Your answer should be the full listing, copied word for word.

[Records for processing — start]

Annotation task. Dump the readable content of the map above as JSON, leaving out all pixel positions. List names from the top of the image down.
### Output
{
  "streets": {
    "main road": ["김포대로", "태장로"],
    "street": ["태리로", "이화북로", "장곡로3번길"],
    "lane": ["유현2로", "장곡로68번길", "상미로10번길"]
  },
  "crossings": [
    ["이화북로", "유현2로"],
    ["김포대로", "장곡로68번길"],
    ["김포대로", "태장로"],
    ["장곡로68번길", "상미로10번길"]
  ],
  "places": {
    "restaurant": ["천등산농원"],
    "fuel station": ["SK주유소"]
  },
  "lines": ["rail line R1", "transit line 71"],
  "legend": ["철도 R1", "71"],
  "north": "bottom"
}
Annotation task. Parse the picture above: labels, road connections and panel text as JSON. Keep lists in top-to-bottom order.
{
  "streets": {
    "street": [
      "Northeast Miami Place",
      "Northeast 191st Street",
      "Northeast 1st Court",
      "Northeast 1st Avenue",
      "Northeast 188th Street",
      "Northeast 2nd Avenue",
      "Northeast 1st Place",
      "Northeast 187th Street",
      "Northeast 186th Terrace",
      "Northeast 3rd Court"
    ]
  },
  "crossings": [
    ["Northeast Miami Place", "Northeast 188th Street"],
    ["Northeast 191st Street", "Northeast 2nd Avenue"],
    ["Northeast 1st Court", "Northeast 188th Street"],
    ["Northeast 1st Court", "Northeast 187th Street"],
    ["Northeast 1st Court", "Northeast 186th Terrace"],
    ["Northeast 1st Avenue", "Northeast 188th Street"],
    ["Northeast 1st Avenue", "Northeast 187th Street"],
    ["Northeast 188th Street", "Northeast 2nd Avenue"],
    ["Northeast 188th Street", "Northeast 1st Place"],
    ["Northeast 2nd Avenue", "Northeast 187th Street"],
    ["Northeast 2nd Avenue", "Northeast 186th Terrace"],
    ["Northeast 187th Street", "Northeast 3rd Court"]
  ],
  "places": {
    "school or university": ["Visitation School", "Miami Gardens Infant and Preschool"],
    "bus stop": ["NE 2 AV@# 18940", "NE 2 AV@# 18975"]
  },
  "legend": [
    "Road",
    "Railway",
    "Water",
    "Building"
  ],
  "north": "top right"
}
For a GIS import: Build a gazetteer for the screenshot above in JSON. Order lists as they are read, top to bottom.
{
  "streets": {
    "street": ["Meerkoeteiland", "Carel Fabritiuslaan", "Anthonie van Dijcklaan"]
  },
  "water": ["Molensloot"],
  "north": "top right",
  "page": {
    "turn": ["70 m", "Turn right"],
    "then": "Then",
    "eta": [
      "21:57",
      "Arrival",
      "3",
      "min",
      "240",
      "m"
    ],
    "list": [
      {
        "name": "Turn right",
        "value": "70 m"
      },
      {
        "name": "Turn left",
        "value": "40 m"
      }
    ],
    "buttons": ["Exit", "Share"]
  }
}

[Records for processing — finish]

* **Exercise solution**
Annotation task. Dump the readable content of the map above as JSON, leaving out all pixel positions. List names from the top of the image down.
### Output
{
  "streets": {
    "main road": ["김포대로", "태장로"],
    "street": ["태리로", "이화북로", "장곡로3번길"],
    "lane": ["유현2로", "장곡로68번길", "상미로10번길"]
  },
  "crossings": [
    ["이화북로", "유현2로"],
    ["김포대로", "장곡로68번길"],
    ["김포대로", "태장로"],
    ["장곡로68번길", "상미로10번길"]
  ],
  "places": {
    "restaurant": ["천등산농원"],
    "fuel station": ["SK주유소"]
  },
  "lines": ["rail line R1", "transit line 71"],
  "legend": ["철도 R1", "71"],
  "north": "bottom"
}
Annotation task. Parse the picture above: labels, road connections and panel text as JSON. Keep lists in top-to-bottom order.
{
  "streets": {
    "street": [
      "Northeast Miami Place",
      "Northeast 191st Street",
      "Northeast 1st Court",
      "Northeast 1st Avenue",
      "Northeast 188th Street",
      "Northeast 2nd Avenue",
      "Northeast 1st Place",
      "Northeast 187th Street",
      "Northeast 186th Terrace",
      "Northeast 3rd Court"
    ]
  },
  "crossings": [
    ["Northeast Miami Place", "Northeast 188th Street"],
    ["Northeast 191st Street", "Northeast 2nd Avenue"],
    ["Northeast 1st Court", "Northeast 188th Street"],
    ["Northeast 1st Court", "Northeast 187th Street"],
    ["Northeast 1st Court", "Northeast 186th Terrace"],
    ["Northeast 1st Avenue", "Northeast 188th Street"],
    ["Northeast 1st Avenue", "Northeast 187th Street"],
    ["Northeast 188th Street", "Northeast 2nd Avenue"],
    ["Northeast 188th Street", "Northeast 1st Place"],
    ["Northeast 2nd Avenue", "Northeast 187th Street"],
    ["Northeast 2nd Avenue", "Northeast 186th Terrace"],
    ["Northeast 187th Street", "Northeast 3rd Court"]
  ],
  "places": {
    "school or university": ["Visitation School", "Miami Gardens Infant and Preschool"],
    "bus stop": ["NE 2 AV@# 18940", "NE 2 AV@# 18975"]
  },
  "legend": [
    "Road",
    "Railway",
    "Water",
    "Building"
  ],
  "north": "top right"
}
For a GIS import: Build a gazetteer for the screenshot above in JSON. Order lists as they are read, top to bottom.
{
  "streets": {
    "street": ["Meerkoeteiland", "Carel Fabritiuslaan", "Anthonie van Dijcklaan"]
  },
  "water": ["Molensloot"],
  "north": "top right",
  "page": {
    "turn": ["70 m", "Turn right"],
    "then": "Then",
    "eta": [
      "21:57",
      "Arrival",
      "3",
      "min",
      "240",
      "m"
    ],
    "list": [
      {
        "name": "Turn right",
        "value": "70 m"
      },
      {
        "name": "Turn left",
        "value": "40 m"
      }
    ],
    "buttons": ["Exit", "Share"]
  }
}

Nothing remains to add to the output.